Though not without its car crashes and incidental killings, "The Day of the Jackal" is shot with the same neutrality displayed by its titular assassin, whether he's lifting passports from hapless Danish teachers or funneling hair dye into Old Spice bottles. For all its cold-blooded murder, the most violent image in the film is a bursting watermelon, a taste of the Jackal's plans for the French President's head.
A vain attempt on Charles de Gaulle's life by moped-riding assassins opens Fred Zinnemann's intriguing 1973 adaptation of the Frederick Forsyth thriller. "August 1962 was a stormy time for France..." begins a refined voice-over. The film is inhabited solely by mannered gentlemen (contract killers, gendarmes, counterfeiters, and the like), with the notable exception of the British Chief of Police, who is clearly from Birmingham.

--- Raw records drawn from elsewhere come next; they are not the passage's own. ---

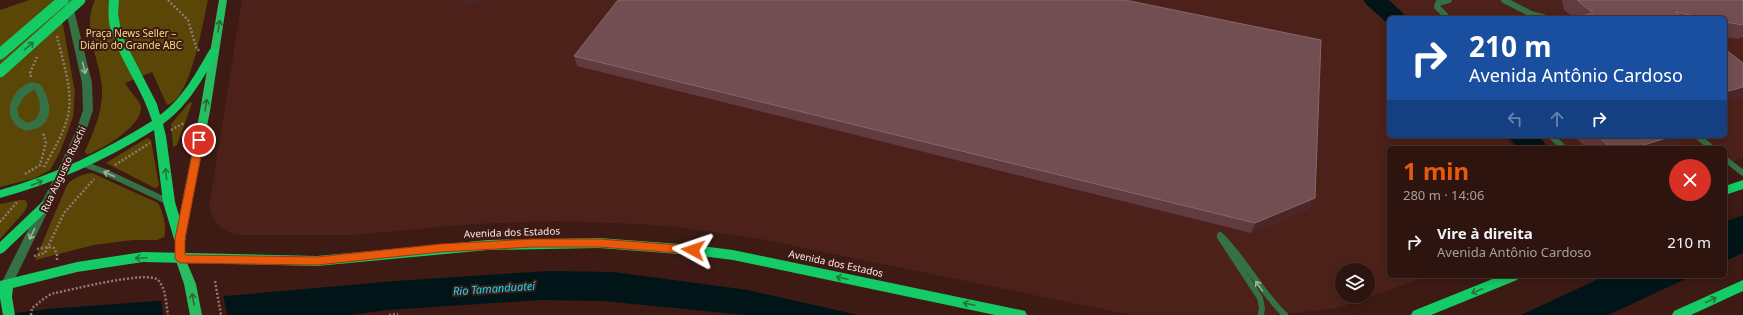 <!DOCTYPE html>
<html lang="pt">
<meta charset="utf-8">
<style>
:root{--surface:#2e140f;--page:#361d18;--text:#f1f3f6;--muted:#a79e9e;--line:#49332f;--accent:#ea580c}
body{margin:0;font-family:"Noto Sans",sans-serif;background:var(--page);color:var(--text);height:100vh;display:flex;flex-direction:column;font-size:15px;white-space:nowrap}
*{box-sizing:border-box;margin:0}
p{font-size:13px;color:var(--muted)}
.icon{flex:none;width:22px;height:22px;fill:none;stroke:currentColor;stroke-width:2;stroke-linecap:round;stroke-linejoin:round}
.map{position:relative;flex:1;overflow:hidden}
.panel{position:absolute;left:1387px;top:146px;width:340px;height:132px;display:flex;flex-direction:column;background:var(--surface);border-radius:6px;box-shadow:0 2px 10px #0003,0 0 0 1px var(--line)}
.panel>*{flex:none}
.top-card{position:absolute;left:1387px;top:16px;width:340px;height:122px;border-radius:6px;box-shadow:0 2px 10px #0003,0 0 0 1px var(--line);background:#1a4fa0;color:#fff;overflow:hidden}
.buttons{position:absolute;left:1335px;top:263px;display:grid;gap:8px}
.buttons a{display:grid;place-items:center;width:40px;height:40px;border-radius:50%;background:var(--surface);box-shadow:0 2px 10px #0003,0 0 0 1px var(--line);font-size:20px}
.pin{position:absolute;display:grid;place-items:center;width:34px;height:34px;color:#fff;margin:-17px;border:2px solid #fff;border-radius:50%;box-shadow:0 1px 4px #0007}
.me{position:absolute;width:44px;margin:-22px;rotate:275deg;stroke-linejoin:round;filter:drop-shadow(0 0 3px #0008)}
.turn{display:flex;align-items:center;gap:14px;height:84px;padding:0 16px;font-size:18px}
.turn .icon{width:52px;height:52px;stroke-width:2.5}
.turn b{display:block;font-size:28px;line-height:34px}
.lanes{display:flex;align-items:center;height:38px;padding:0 16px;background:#0003;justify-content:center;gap:20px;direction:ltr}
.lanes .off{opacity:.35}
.round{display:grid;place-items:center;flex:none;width:42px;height:42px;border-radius:21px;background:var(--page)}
.overview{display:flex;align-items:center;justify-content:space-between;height:68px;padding:0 16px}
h1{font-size:24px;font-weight:700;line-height:30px;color:var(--accent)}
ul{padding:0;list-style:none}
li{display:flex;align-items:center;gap:12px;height:56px;padding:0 16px}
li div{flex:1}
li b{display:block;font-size:15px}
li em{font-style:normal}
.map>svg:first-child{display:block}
.built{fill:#4c211a;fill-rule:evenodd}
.green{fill:#5a4707}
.water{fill:#011519}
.pier{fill:#3d1a14}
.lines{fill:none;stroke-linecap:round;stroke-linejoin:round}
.river{fill:#011519;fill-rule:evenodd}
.path{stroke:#947772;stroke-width:2.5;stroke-dasharray:2 2;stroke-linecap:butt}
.service{stroke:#347145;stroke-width:6}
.pedestrian{fill:#347145;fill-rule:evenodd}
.minor{fill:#347145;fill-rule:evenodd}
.primary{fill:#26bc60;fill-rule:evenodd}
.trunk{fill:#14cb65;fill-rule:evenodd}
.trunk-bridge{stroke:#14cb65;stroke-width:11}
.wall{fill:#613b40}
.shaded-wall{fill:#4b2627}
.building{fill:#724e52;stroke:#876669}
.oneway{stroke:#336336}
.oneway2{stroke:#28723c}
.oneway3{stroke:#a3b29c}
.route{fill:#ea580c;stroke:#983908}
.labels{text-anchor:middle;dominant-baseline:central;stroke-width:4;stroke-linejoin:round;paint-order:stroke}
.park-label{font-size:10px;fill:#f7da86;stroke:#3d1a14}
.street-label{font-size:10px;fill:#fde8e4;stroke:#3d1a14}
.water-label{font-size:11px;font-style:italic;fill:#09e1fd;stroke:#3d1a14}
</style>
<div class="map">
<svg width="1743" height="315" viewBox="0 0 1743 315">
<rect width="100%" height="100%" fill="#3d1a14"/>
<!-- built -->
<g class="built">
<path d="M242,0h1121l26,25v111h115l12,12h-127v128h39l-74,27 -23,6 -55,6h-145l-370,-76 -83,-12 -41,-3 -79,-3 -86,3 -118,11h-114l-12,-3 -8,-5 -7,-9 -4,-11zM1342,270h26v26h-26z"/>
<path d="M1387,0h356v158l-18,6v-16h-174l-14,-12h188v-118h-318z"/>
</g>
<!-- green -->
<g class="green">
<path d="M29,0h28l4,14 14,78 -2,25 -13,35 -10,18 -15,8 -35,9v-177z"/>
<path d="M95,0h113c-5,21 -17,100 -41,105l-15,-33 -27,11c4,8 15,17 16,24 1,19 -37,41 -52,47h-3l-1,-3c9,-20 18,-40 17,-63 -2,-29 -21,-58 -7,-88z"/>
<path d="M190,102l2,1 -15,42 -4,2 -2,-23z"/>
<path d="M147,138l4,2 8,46 -4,2 -49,-25z"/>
<path d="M92,173l66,30c5,8 9,25 6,34l-7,3h-24l-39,5 -59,15 32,-75c6,-7 15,-11 25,-12z"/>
<path d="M20,200h5c4,4 2,7 0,11l-25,28v-35z"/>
</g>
<!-- water -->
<g class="water">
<path d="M1743,215v38l-18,8v-39z"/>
<path d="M548,271l65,1 135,18 110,25h-112l-143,-14 -62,-1 -154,10 -38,5h-349l48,-6 190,-14 157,-14z"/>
<path d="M1605,276h87l-84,39h-87z"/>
</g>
<!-- pier -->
<path class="pier" d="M223,294l4,21h-64l-2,-17z"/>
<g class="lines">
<!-- river -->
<g class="river">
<path d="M1363,0h26l14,13 4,5h-18v6l-2,-1 -20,-18z"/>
<path d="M1508,136h30l5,5 4,7h-30z"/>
</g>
<!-- path -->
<g class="path">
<path d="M168,0l20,20 9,30h4"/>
<path d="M31,77l-1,-4 7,-16"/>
<path d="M171,130l13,-7"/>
<path d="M115,165l35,-22"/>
<path d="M44,167c10,-18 22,-37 25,-57 3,-24 -7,-51 -12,-74"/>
<path d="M25,174l15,-9 6,-22 -3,-11"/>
<path d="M0,222l18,-21"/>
<path d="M37,249l11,-2 6,1 3,6v7"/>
<path d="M34,256l11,-3 19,-40 30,-34"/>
<path d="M215,281l6,34"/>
<path d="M31,315l1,-7c6,-4 16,-14 23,-15 16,-3 93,-23 103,-13 8,8 8,24 10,35"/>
<path d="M389,315l9,-1"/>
</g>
<!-- service -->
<g class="service">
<path d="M1504,0l27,14 15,4"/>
<path d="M1448,18l-11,-11 1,-4 11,-3"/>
<path d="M1551,136l13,12"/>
<path d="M1697,136l15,12"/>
<path d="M1725,159l18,14"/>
<path d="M84,164l21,8 64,30"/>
<path d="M1220,235c25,24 40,56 65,80"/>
<path d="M1220,237l40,61 2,10 -1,7"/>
</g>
<!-- pedestrian -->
<path class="pedestrian" d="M32,82l8,2c9,12 16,35 -2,44 -3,1 -8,2 -12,3 -26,-9 -18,-42 6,-49zM34,89c8,11 10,31 -7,34l-8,-6 -2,-8 6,-11z"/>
<!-- minor -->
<path class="minor" d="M65,0h6l1,2 20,81 1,27 -7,21 -20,43 -55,113 -4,2 -4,-2 -2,-3 55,-110 20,-43 7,-21 -1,-27 -18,-81z"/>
<!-- primary -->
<path class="primary" d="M219,0h8l-17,111 -25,128v19l11,26 6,31h-12l-6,-31 -9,-26v-19l25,-128z"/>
<!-- trunk -->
<g class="trunk">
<path d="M109,0h10l-1,14 4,22 35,68 3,11c23,-17 36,-42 50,-66h8l1,2c-16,27 -30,54 -56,73l3,12 9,66 11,37 -2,3 -4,2 -4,-2 -2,-3 -11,-37 -9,-72c-48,30 -99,53 -154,68v-8c54,-15 104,-39 152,-69 -9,-30 -28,-55 -39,-84 -5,-12 -5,-25 -4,-37z"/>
<path d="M1743,180v9l-18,6v-9z"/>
<path d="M46,201l4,1 2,3 -2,3 -46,44 -4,2v-12l42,-40z"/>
<path d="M599,238l94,7 40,5 288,60 4,1 2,4h-32l-262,-55 -40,-5 -94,-7 -111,2 -171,16 -174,-4 -66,10 -64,16 -1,9 3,18h-12l-3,-17v-17l77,-19 66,-10 174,4 171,-16z"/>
<path d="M1500,276h19l-2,4 -86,35h-20l2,-4z"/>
<path d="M1743,280v11l-52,24h-19l2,-4z"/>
</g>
<!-- trunk-bridge -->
<g class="trunk-bridge">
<path d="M0,54l63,-54"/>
<path d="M0,72l80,-72"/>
</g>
</g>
<!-- wall -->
<g class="wall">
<path d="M1562,0h181v38l-2,-1 -2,2 -14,-2v-19h-152h1l-10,-8z"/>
<path d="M574,56l735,153 -58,24 -674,-167z"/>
<path d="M1573,136h113l-7,8 -15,4h-77z"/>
</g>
<!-- shaded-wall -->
<g class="shaded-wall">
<path d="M462,0h27l-25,5z"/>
<path d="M1743,87v10l-18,5v-10z"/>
<path d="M1673,136h13l-7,8 -15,4h-30z"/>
<path d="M1315,198l-6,11 -58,24 4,-10z"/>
</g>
<!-- building -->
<g class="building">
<path d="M618,0h507l196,40 -6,158 -60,25 -681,-167z"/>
<path d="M1577,0h166v25l-18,-3v-4h-19l-31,-6 8,6h-110l20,-5z"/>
<path d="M1725,49l18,14v24l-18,5z"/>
<path d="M1598,136h75l-39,12h-23z"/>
</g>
<!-- one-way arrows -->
<defs><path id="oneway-shaft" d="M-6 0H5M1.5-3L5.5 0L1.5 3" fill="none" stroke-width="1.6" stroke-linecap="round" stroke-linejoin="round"/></defs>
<g class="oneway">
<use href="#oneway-shaft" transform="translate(219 26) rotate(-80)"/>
<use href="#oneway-shaft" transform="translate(206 105) rotate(-81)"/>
<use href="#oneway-shaft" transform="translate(193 299) rotate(-100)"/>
</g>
<g class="oneway2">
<use href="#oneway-shaft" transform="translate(29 46) rotate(-41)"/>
<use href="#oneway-shaft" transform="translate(166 174) rotate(-97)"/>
<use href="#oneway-shaft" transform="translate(37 183) rotate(-21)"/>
<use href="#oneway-shaft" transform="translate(141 258) rotate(177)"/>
<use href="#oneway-shaft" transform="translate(842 278) rotate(-168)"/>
<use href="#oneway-shaft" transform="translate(1477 291) rotate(158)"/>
<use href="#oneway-shaft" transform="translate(1711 300) rotate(-25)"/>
<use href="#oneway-shaft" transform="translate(969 304) rotate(-168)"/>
</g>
<g class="oneway3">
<use href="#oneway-shaft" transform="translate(84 68) rotate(76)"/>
<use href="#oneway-shaft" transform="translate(109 174) rotate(-156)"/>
<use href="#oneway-shaft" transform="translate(32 234) rotate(116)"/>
<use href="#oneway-shaft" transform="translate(1259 286) rotate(-125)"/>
</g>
<!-- route -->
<path class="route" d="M199,136l5,4 -19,99v16l132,2 124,-13 92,-5h66l94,7 3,1 2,3 -2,3 -3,1 -94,-7h-66l-92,5 -124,13 -137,-2 -3,-2 -2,-3v-19l20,-99z"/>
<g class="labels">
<!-- park labels -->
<g class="park-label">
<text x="131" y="33">Praça News Seller –<tspan x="131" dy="12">Diário do Grande ABC</tspan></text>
</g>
<!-- street labels -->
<g class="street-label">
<text transform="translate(63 169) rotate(-65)">Rua Augusto Ruschi</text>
<text transform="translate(512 232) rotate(-2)">Avenida dos Estados</text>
<text transform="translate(836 263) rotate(12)">Avenida dos Estados</text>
</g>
<!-- water labels -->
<g class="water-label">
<text transform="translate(494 288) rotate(-4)">Rio Tamanduateí</text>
</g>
</g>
</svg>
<div class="buttons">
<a><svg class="icon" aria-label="layers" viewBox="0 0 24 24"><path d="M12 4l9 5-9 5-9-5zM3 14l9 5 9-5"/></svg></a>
</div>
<div class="pin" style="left:199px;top:140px;background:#d93025"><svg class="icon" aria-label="arrive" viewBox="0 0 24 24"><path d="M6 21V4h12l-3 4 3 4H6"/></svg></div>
<svg class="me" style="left:693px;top:250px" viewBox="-20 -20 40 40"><path d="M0-17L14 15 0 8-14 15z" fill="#ea580c" stroke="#fff" stroke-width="4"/></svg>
<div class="top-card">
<div class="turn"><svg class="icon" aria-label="right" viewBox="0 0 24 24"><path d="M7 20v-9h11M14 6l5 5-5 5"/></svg><div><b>210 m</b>Avenida Antônio Cardoso</div></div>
<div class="lanes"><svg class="icon off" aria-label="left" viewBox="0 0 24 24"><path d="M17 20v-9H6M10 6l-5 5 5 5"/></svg><svg class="icon off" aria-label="ahead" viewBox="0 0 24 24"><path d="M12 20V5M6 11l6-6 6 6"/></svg><svg class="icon" aria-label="right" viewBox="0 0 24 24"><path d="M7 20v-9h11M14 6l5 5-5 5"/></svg></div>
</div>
<section class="panel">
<div class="overview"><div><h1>1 min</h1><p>280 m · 14:06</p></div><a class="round" style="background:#d93025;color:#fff"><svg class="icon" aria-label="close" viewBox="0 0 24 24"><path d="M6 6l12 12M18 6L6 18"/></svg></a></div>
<ul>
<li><svg class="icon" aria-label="right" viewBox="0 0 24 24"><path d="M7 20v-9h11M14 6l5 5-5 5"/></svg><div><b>Vire à direita</b><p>Avenida Antônio Cardoso</p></div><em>210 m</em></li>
</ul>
</section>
</div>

This is by no means a grievance. One cannot help but be heartened by the erudition of these otherwise unscrupulous criminals when, for example, a gunsmith asks Edward Fox (the eponymous Jackal), "Will the gentleman be moving?" The gentleman in question is the Jackal's half million-dollar target.
Zinnemann's tale of an extremist faction's plot to kill the celebrated French leader and the authorities' efforts to capture the mercenary assassin hired for the job achieves a dignified tone and compelling pace seldom seen in latter-day thrillers.
"The Day of the Jackal" is on BBC1 at 11.35pm, Friday 9th February 2001.